There has been a lot of talk recently about filmmakers embracing generative AI as part of the filmmaking process, from Darren Aronofsky to Martin Scorsese. But what about filmmakers that are against the use of Gen AI for creative pursuits? You can count 20-year-old Backrooms director Kane Parsons among that group, which should give you some hope for the future.

In a new chat with The Australian, the self-taught young filmmaker makes it crystal clear that he won’t be using generative AI in any of his upcoming filmmaking projects.

“I think I’m in the same boat as most well-adjusted people,” Parsons tells the outlet. “If I could snap my fingers and make generative AI disappear forever, I probably would. Creatively, I get no enjoyment from using those tools. It defeats the purpose entirely for me.”

“What interests me more is interrogating it artistically,” Parsons notes. “We already live in a world where you walk outside and there are billboards and signs that are obvious AI slop. That’s become part of our visual reality. To me, generative AI feels less like innovation than a symptom of a broader cultural and economic rot.”

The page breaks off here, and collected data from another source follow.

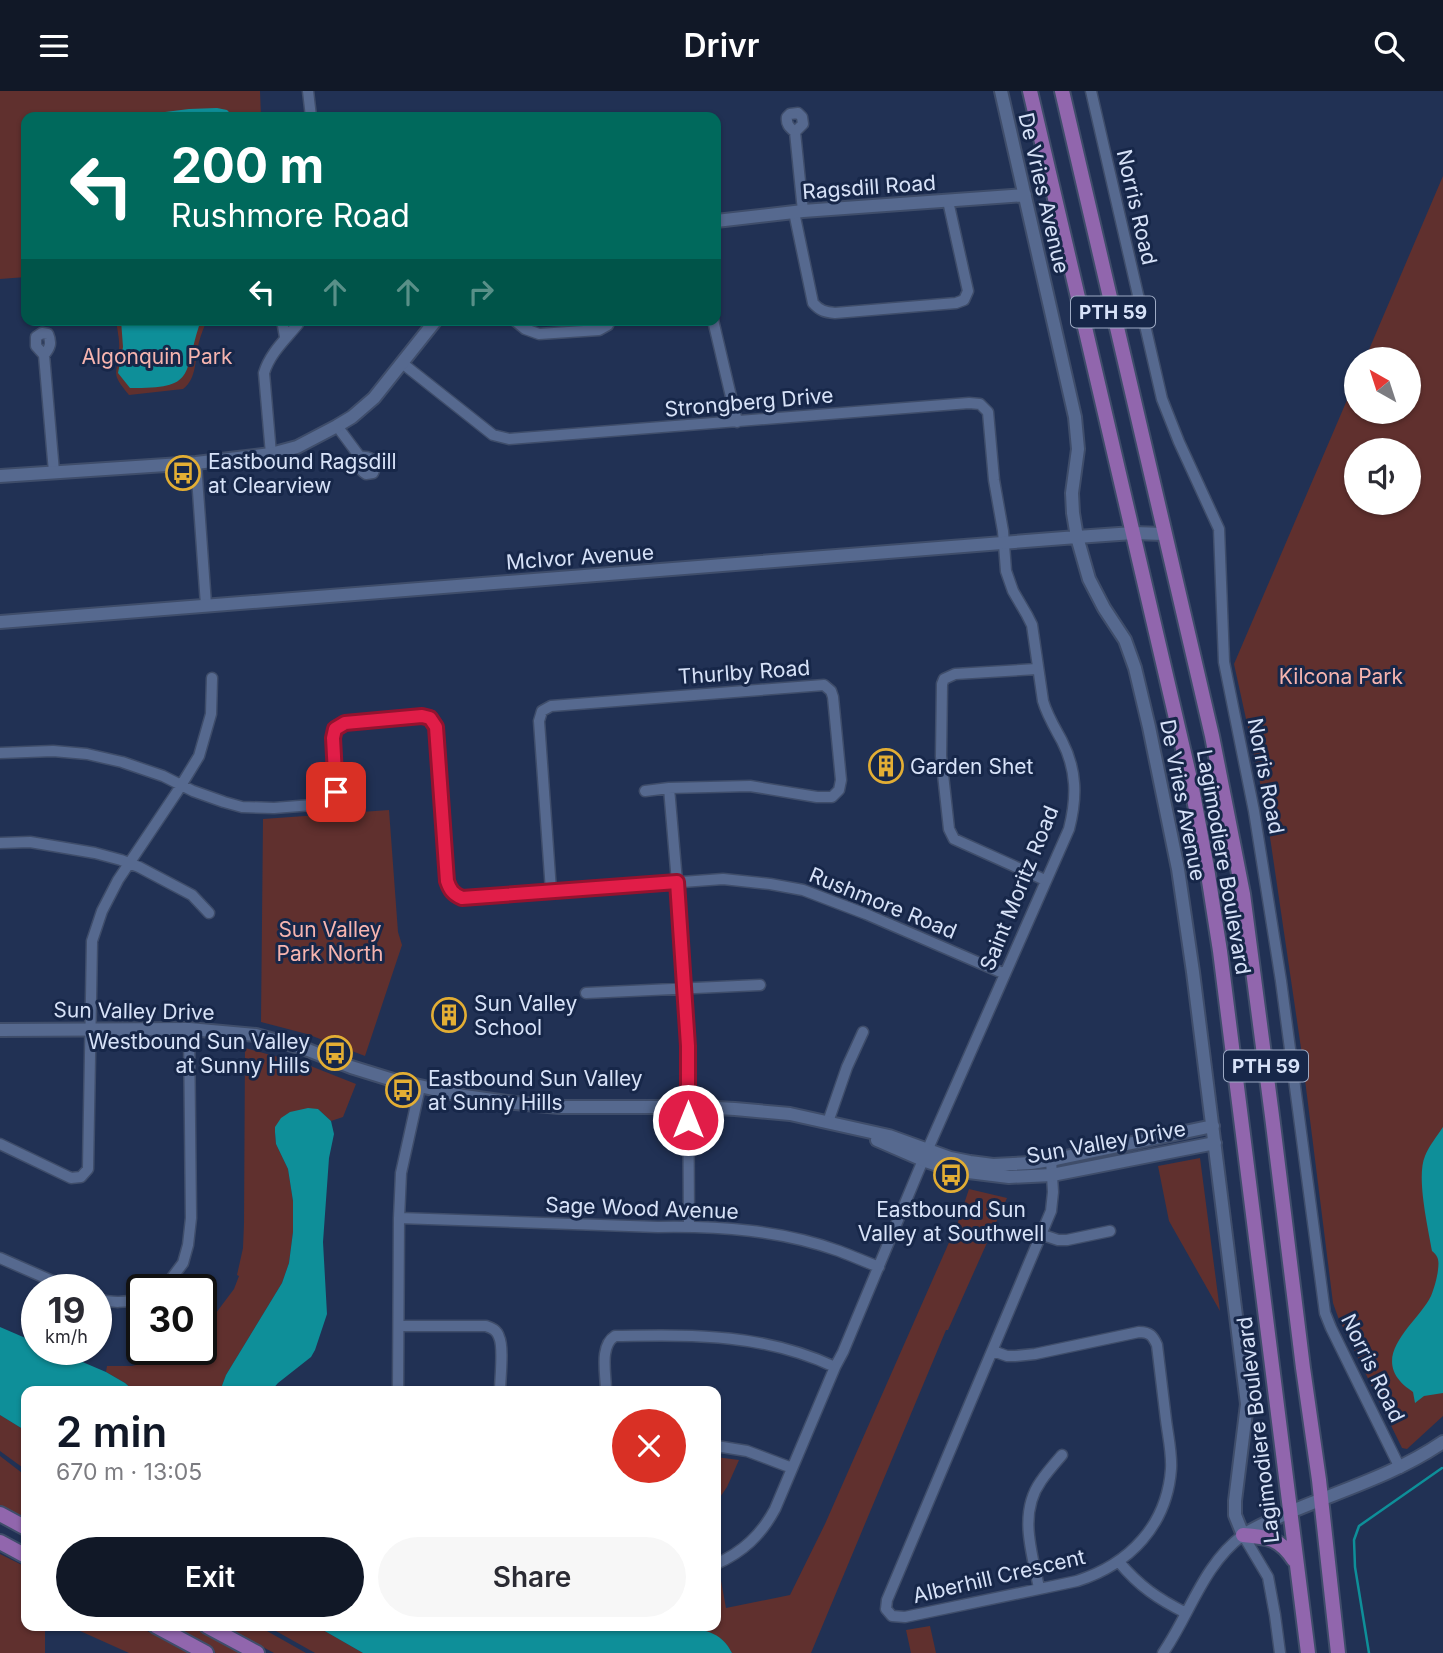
<!DOCTYPE html>
<html lang="en">
<head>
<meta charset="utf-8">
<style>
  :root { --surface:#fff; --page:#f7f7f7; --text:#2b2b33; --muted:#7c7c81; --accent:#111827 }
  body { margin:0; font-family:Inter,sans-serif; background:var(--page); color:var(--text); height:100vh; display:flex; flex-direction:column; font-size:26px; white-space:nowrap }
  * { box-sizing:border-box; margin:0 }
  p { font-size:23px; color:var(--muted) }
  .icon { flex:none; width:38px; height:38px; fill:none; stroke:currentColor; stroke-width:2; stroke-linecap:round; stroke-linejoin:round }
  .map { position:relative; flex:1; overflow:hidden }
  .side { position:absolute; left:21px; top:1295px; width:700px; height:245px; display:flex; flex-direction:column; background:var(--surface); border-radius:14px; box-shadow:0 2px 5px #0004 }
  .side>* { flex:none }
  .guide { position:absolute; left:21px; top:21px; width:700px; height:214px; border-radius:14px; box-shadow:0 2px 5px #0004; background:#00695c; color:#fff; overflow:hidden }
  .needle { width:46px; rotate:321deg }
  .tools { position:absolute; left:1344px; top:256px; display:grid; gap:14px }
  .tools a { display:grid; place-items:center; width:77px; height:77px; border-radius:50%; background:var(--surface); box-shadow:0 2px 5px #0004; font-size:35px }
  .speed { position:absolute; left:21px; top:1183px; display:flex; gap:14px; font-size:35px; font-weight:700; text-align:center }
  .speed>* { display:grid; place-content:center; width:91px; height:91px; border-radius:50%; background:var(--surface); box-shadow:0 2px 5px #0004; line-height:1 }
  .speed small { font-size:18px; font-weight:400 }
  .speed .limit { border:4px solid #111; border-radius:10px; background:#fff; color:#111 }
  .pin { position:absolute; display:grid; place-items:center; width:60px; height:60px; color:#fff; margin:-30px; border-radius:14px; box-shadow:0 4px 10px #0006 }
  .me { position:absolute; width:77px; margin:-38px; rotate:0deg; stroke-linejoin:round; filter:drop-shadow(0 0 5px #0008) }
  .turn { display:flex; align-items:center; gap:24px; height:147px; padding:0 35px; font-size:32px }
  .turn .icon { width:91px; height:91px; stroke-width:2.5 }
  .turn b { display:block; font-size:49px; line-height:60px }
  .lanes { display:flex; align-items:center; height:66px; padding:0 35px; background:#0003; justify-content:center; gap:35px; direction:ltr }
  .lanes .off { opacity:.35 }
  .round { display:grid; place-items:center; flex:none; width:74px; height:74px; border-radius:37px; background:var(--page) }
  .headline { display:flex; align-items:center; justify-content:space-between; height:119px; padding:0 35px }
  h1 { font-size:42px; font-weight:600; line-height:52px; color:var(--accent) }
  .action { display:flex; gap:14px; margin-top:auto; padding:14px 35px }
  .action a { flex:1; height:80px; border-radius:42px; background:var(--accent); color:#fff; font-size:28px; font-weight:600; line-height:80px; text-align:center }
  .action a+a { background:var(--page); color:var(--text) }
  header { display:flex; justify-content:space-between; align-items:center; height:91px; padding:0 35px; background:var(--accent); color:#fff; font-size:32px; font-weight:600 }
  .map>svg:first-child { display:block }
  .green { fill:#60302e; fill-rule:evenodd }
  .water { fill:#0e8f99 }
  .lines { fill:none; stroke-linecap:round; stroke-linejoin:round }
  .stream { stroke:#0e8f99; stroke-width:2.5 }
  .street-casing { stroke:#3f4d6a; stroke-width:13 }
  .secondary-casing { stroke:#3f4d6a; stroke-width:16 }
  .primary-casing { stroke:#3f4d6a; stroke-width:18 }
  .street { stroke:#56698f; stroke-width:10 }
  .secondary { stroke:#56698f; stroke-width:12 }
  .primary { stroke:#9166ad; stroke-width:14 }
  .route-casing { stroke:#92132f; stroke-width:18 }
  .route { stroke:#e11d48; stroke-width:12 }
  .labels { text-anchor:middle; dominant-baseline:central; stroke-width:6; stroke-linejoin:round; paint-order:stroke }
  .shield { fill:#172749; stroke:#9daac4; stroke-width:2 }
  .shield-label { font-size:19px; font-weight:bold; fill:#d7e2f8 }
  .street-label { font-size:21px; fill:#d7e2f8; stroke:#172749 }
  .park-label { font-size:21px; fill:#f6b4af; stroke:#172749 }
  .poi-label { font-size:21px; fill:#d7e2f8; stroke:#172749; text-anchor:start }
</style>
</head>
<body>
<header><svg class="icon" aria-label="menu" viewBox="0 0 24 24"><path d="M4 6h16M4 12h16M4 18h16"/></svg>Drivr<svg class="icon" aria-label="search" viewBox="0 0 24 24"><circle cx="10" cy="10" r="6"/><path d="M15 15l6 6"/></svg></header>
<div class="map">
<svg width="1443" height="1562" viewBox="0 0 1443 1562">
  <rect width="100%" height="100%" fill="#213154"/>
  <path class="green" d="M0 0H260L261 26H26V186L0 188Z
    M1443 85V1325L1407 1358 1402 1357 1338 1226 1333 1212 1301 957 1266 719 1234 573 1356 288V320H1409V268H1365ZM1356 359H1409V411H1356Z
    M116 229H207C204 236 201 243 199 251 195 267 197 288 183 298L129 304C109 280 118 285 119 258 120 249 117 238 116 229Z
    M389 719 398 841 402 854 365 965 307 943 261 931 263 728Z
    M245 957 308 974 356 993 343 1026 331 1030 318 1018 275 1041 276 1053 288 1078 293 1110V1141L289 1172 282 1192 226 1284 220 1300H134L125 1292 106 1281 107 1275H132L163 1267 161 1258H201V1223L210 1230 234 1198 239 1185 237 1184 243 1157 244 1133Z
    M1200 1067 1220 1220 1169 1130 1158 1075Z
    M969 1098 1007 1107 948 1239H946L811 1562H732C722 1544 709 1540 690 1538L693 1535H716V1479H719L726 1517 790 1504 825 1433 958 1131Z
    M0 1324 26 1340V1379L0 1360Z
    M0 1365 26 1385V1428L0 1414Z
    M716 1366 739 1369 727 1396 716 1412Z
    M0 1463 26 1476V1535H45V1562H0Z
    M69 1535H138L188 1562H129Z
    M165 1535H197L248 1562H216Z
    M224 1535H258L306 1562H274Z
    M267 1535H316L363 1562H315Z
    M930 1535 936 1562H911L906 1539Z"/>
  <path class="water" d="M217 17 227 19 234 26H145L149 23 189 18Z
    M121 229H201C182 283 199 298 130 297L118 282 123 256Z
    M308 1017 318 1018 331 1030 334 1043 329 1067 323 1151 327 1223 315 1259 311 1266 278 1292 271 1300H220L226 1284 282 1192 289 1172 293 1141V1110L288 1078 276 1053 275 1041V1036L281 1027 290 1021Z
    M1443 1036V1302L1424 1305 1415 1312 1413 1301C1409 1298 1403 1294 1400 1290 1374 1260 1419 1230 1431 1205 1434 1198 1437 1187 1438 1179 1439 1170 1439 1166 1432 1160 1428 1136 1416 1086 1425 1065 1429 1055 1437 1045 1443 1036Z
    M0 1236 37 1252V1258H52L106 1281 125 1292 134 1300H26V1340L0 1324Z
    M316 1535H536C572 1539 608 1540 644 1540 665 1540 689 1534 709 1541 720 1545 727 1552 732 1562H363Z"/>
  <g class="lines">
    <path class="stream" d="M1369 1562 1355 1476 1354 1449 1359 1435 1442 1377"/>
    <g class="street-casing">
      <path id="street" d="M308 0 311 26
        M1091 0 1162 308 1179 351 1219 438 1224 571 1254 720 1281 890 1325 1222 1331 1237 1400 1377
        M795 41 803 33 802 26 798 22 790 23 787 26C786 33 789 36 795 41L803 120
        M794 121 813 212C820 220 825 221 835 222L956 212 964 209 968 200 948 110
        M282 229 285 246
        M514 229 525 238 539 243 599 239 608 234 610 229
        M713 229 737 331
        M44 264 36 255V246L42 242 48 243C52 252 50 257 44 264L54 381
        M402 272 493 344 509 348 969 312 980 313 988 321 994 389 1003 440 1006 480 1013 500 1027 524 1032 534 1043 610C1047 624 1055 637 1062 650 1077 679 1077 707 1069 738L923 1069 843 1261 835 1276 775 1418C761 1444 743 1461 716 1473
        M337 335 360 366C368 365 372 367 376 374L373 382 366 383C359 378 357 374 360 366
        M271 363 264 282C270 262 285 249 298 233L297 229
        M196 372 206 514
        M1037 578 955 583 944 588 942 593 941 665 949 738 954 748 1045 789
        M0 662 53 660 87 663 122 671 163 685 193 700 224 711 242 716 274 717 325 713 333 709 336 701 333 647 335 638 345 632 422 625 430 627 436 637 447 791C450 799 453 803 462 807L723 788 770 793 803 799 866 823 1005 883
        M669 697 677 791 688 955 689 1135
        M0 752 30 751 95 762 121 769 139 776 192 804 209 822
        M551 800 539 630 542 620 551 615 824 594 831 600 833 606 841 689 839 699 832 706H817L750 695 669 697 645 700
        M586 902 760 894
        M828 1031 847 976 863 941
        M0 1053 71 1087 81 1086 88 1078 92 850 102 820 118 789 177 701 199 665 211 623 212 587
        M399 1127 658 1136C719 1135 781 1139 839 1160 852 1165 866 1171 879 1176
        M1043 1144 1058 1149H1067L1110 1140
        M0 1167 73 1199
        M161 1199 165 1196 183 1172 188 1154 191 1127 189 938
        M96 1208C113 1212 125 1212 142 1207
        M400 1235H486C492 1237 497 1239 499 1246 504 1256 500 1288 500 1300
        M993 1260 1007 1265H1015L1035 1263 1139 1241C1150 1241 1153 1245 1157 1254 1160 1279 1163 1304 1166 1329 1168 1345 1172 1362 1171 1378 1167 1434 1130 1473 1077 1490L905 1526 892 1525 886 1518 887 1509 1051 1120 1053 1101 1051 1069
        M398 1300 399 1127 401 1082 420 996
        M606 1300C606 1283 599 1255 615 1245 694 1244 762 1242 835 1276
        M716 1355 747 1360 792 1377
        M1119 1471C1139 1495 1158 1508 1186 1522
        M1039 1497C1032 1462 1018 1422 1041 1390 1047 1381 1055 1372 1062 1364
        M1163 1562C1190 1523 1203 1474 1243 1444L1268 1486 1275 1524 1280 1562"/>
    </g>
    <g class="secondary-casing">
      <path id="secondary" d="M1001 0 1075 326 1078 358 1072 402 1073 422 1077 446 1089 488 1104 517 1125 549 1135 577 1149 636 1178 778 1193 881 1247 1313 1235 1410V1424L1243 1444C1308 1407 1380 1394 1443 1351
        M716 130 803 120 1025 104
        M0 385 196 372 271 363 297 356 337 335 352 326 374 307 436 229
        M0 531 1077 446 1133 442 1164 443
        M0 939 189 938 256 944 303 957 351 976 393 989 464 1005 515 1012 559 1016H698L735 1018 790 1023 889 1045 950 1067 970 1071 993 1074 1031 1072 1056 1068 1213 1035
        M877 1049 923 1069 952 1079 1009 1086 1052 1084 1215 1052"/>
    </g>
    <g class="primary-casing">
      <path id="primary" d="M1030 0 1191 692 1207 777 1220 860 1308 1562
        M1062 0 1212 645 1243 803 1272 1025 1303 1277 1319 1389 1338 1562
        M0 1423 26 1437
        M1243 1444C1268 1446 1280 1447 1294 1469
        M0 1451 26 1465
        M156 1535 206 1562
        M207 1535 257 1562"/>
    </g>
    <use href="#street" class="street"/>
    <use href="#secondary" class="secondary"/>
    <use href="#primary" class="primary"/>
  </g>
  <g class="lines">
    <g class="route-casing">
      <path id="route" d="M336 701 333 647 335 638 345 632 422 625 430 627 436 636 447 790C450 799 453 803 462 807L677 791 688 955V1029"/>
    </g>
    <use href="#route" class="route"/>
  </g>
  <defs>
    <g id="bus-ring" transform="scale(1.75)"><circle r="9.5" fill="#172749" stroke="#e3ae34" stroke-width="1.5"/><path d="M-5-6H5V4H4V6H2V4H-2V6H-4V4H-5ZM-3.5-4V0h7V-4ZM-3.5 1.2v1.5H-2V1.2ZM2 1.2v1.5H3.5V1.2Z" fill="#e3ae34"/></g>
    <g id="building-ring" transform="scale(1.75)"><circle r="9.5" fill="#172749" stroke="#e3ae34" stroke-width="1.5"/><path d="M-4-6H4V6H1V3H-1V6H-4ZM-2.5-4.3h1.7v1.8h-1.7ZM.8-4.3h1.7v1.8H.8ZM-2.5-1h1.7V.8h-1.7ZM.8-1h1.7V.8H.8Z" fill="#e3ae34"/></g>
  </defs>
  <g fill-rule="evenodd">
    <use href="#bus-ring" x="183" y="382"/>
    <use href="#building-ring" x="886" y="675"/>
    <use href="#building-ring" x="449" y="924"/>
    <use href="#bus-ring" x="335" y="962"/>
    <use href="#bus-ring" x="403" y="999"/>
    <use href="#bus-ring" x="951" y="1084"/>
  </g>
  <g class="labels">
    <g class="shield">
      <rect x="1071" y="205.5" width="84" height="31" rx="5"/>
      <rect x="1224" y="959.5" width="84" height="31" rx="5"/>
    </g>
    <g class="shield-label">
      <text x="1113" y="221">PTH 59</text>
      <text x="1266" y="975">PTH 59</text>
    </g>
    <g class="street-label">
      <text transform="translate(869 96) rotate(-4)">Ragsdill Road</text>
      <text transform="translate(1044 102) rotate(77)">De Vries Avenue</text>
      <text transform="translate(1137 116) rotate(77)">Norris Road</text>
      <text transform="translate(749 311) rotate(-5)">Strongberg Drive</text>
      <text transform="translate(580 466) rotate(-4)">McIvor Avenue</text>
      <text transform="translate(744 581) rotate(-4)">Thurlby Road</text>
      <text transform="translate(1266 685) rotate(79)">Norris Road</text>
      <text transform="translate(1183 709) rotate(79)">De Vries Avenue</text>
      <text transform="translate(1224 771) rotate(80)">Lagimodiere Boulevard</text>
      <text transform="translate(1019 797) rotate(-68)">Saint Moritz Road</text>
      <text transform="translate(883 812) rotate(22)">Rushmore Road</text>
      <text transform="translate(134 920) rotate(1)">Sun Valley Drive</text>
      <text transform="translate(1106 1051) rotate(-10)">Sun Valley Drive</text>
      <text transform="translate(642 1117) rotate(2)">Sage Wood Avenue</text>
      <text transform="translate(1373 1277) rotate(64)">Norris Road</text>
      <text transform="translate(1258 1339) rotate(-97)">Lagimodiere Boulevard</text>
      <text transform="translate(999 1485) rotate(-13)">Alberhill Crescent</text>
    </g>
    <g class="park-label">
      <text x="157" y="265">Algonquin Park</text>
      <text x="1341" y="585">Kilcona Park</text>
      <text x="330" y="838">Sun Valley<tspan x="330" dy="24">Park North</tspan></text>
    </g>
    <g class="poi-label">
      <text x="208" y="370">Eastbound Ragsdill<tspan x="208" dy="24">at Clearview</tspan></text>
      <text x="910" y="675">Garden Shet</text>
      <text x="474" y="912">Sun Valley<tspan x="474" dy="24">School</tspan></text>
      <text x="310" y="950" text-anchor="end">Westbound Sun Valley<tspan x="310" dy="24">at Sunny Hills</tspan></text>
      <text x="428" y="987">Eastbound Sun Valley<tspan x="428" dy="24">at Sunny Hills</tspan></text>
      <text x="951" y="1118" text-anchor="middle">Eastbound Sun<tspan x="951" dy="24">Valley at Southwell</tspan></text>
    </g>
  </g>
</svg>
<div class="tools">
<a><svg class="needle" viewBox="-14 -14 28 28"><path d="M0-13l5 13h-10z" fill="#e53935"/><path d="M0 13l5-13h-10z" fill="#7c7c81"/></svg></a>
<a><svg class="icon" aria-label="sound" viewBox="0 0 24 24"><path d="M4 9h4l5-4v14l-5-4H4zM17 9q2 3 0 6"/></svg></a>
</div>
<div class="speed"><div>19<small>km/h</small></div><div class="limit">30</div></div>
<div class="pin" style="left:336px;top:701px;background:#d93025"><svg class="icon" aria-label="arrive" viewBox="0 0 24 24"><path d="M6 21V4h12l-3 4 3 4H6"/></svg></div>
<svg class="me" style="left:688px;top:1029px" viewBox="-20 -20 40 40"><circle r="17" fill="#e11d48" stroke="#fff" stroke-width="3"/><path d="M0-11L8 9 0 5-8 9z" fill="#fff"/></svg>
<div class="guide">
<div class="turn"><svg class="icon" aria-label="left" viewBox="0 0 24 24"><path d="M17 20v-9H6M10 6l-5 5 5 5"/></svg><div><b>200 m</b>Rushmore Road</div></div>
<div class="lanes"><svg class="icon" aria-label="left" viewBox="0 0 24 24"><path d="M17 20v-9H6M10 6l-5 5 5 5"/></svg><svg class="icon off" aria-label="ahead" viewBox="0 0 24 24"><path d="M12 20V5M6 11l6-6 6 6"/></svg><svg class="icon off" aria-label="ahead" viewBox="0 0 24 24"><path d="M12 20V5M6 11l6-6 6 6"/></svg><svg class="icon off" aria-label="right" viewBox="0 0 24 24"><path d="M7 20v-9h11M14 6l5 5-5 5"/></svg></div>
</div>
<section class="side">
<div class="headline"><div><h1>2 min</h1><p>670 m · 13:05</p></div><a class="round" style="background:#d93025;color:#fff"><svg class="icon" aria-label="close" viewBox="0 0 24 24"><path d="M6 6l12 12M18 6L6 18"/></svg></a></div>
<div class="action"><a>Exit</a><a>Share</a></div>
</section>
</div>
</body>
</html>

He explains, “I’m interested in using that iconography in art – not using AI to make the art itself, but examining what it represents. I definitely want to explore it further in future projects.”

Kane Parsons also notes during the interview with The Australian, “… there’s so much at stake and so many genuinely harmful consequences already happening.”

Backrooms marks young prodigy Kane Parsons’ feature directorial debut, and it’s based on his own series of YouTube videos that were brought to life using Blender, the open-source 3D computer graphics software suite. So it’s no surprise that Parsons, who has hand-made his filmmaking career up to this point, isn’t buying into the hoopla around Generative AI.

His debut feature is the #1 movie in the world, so perhaps he’s onto something.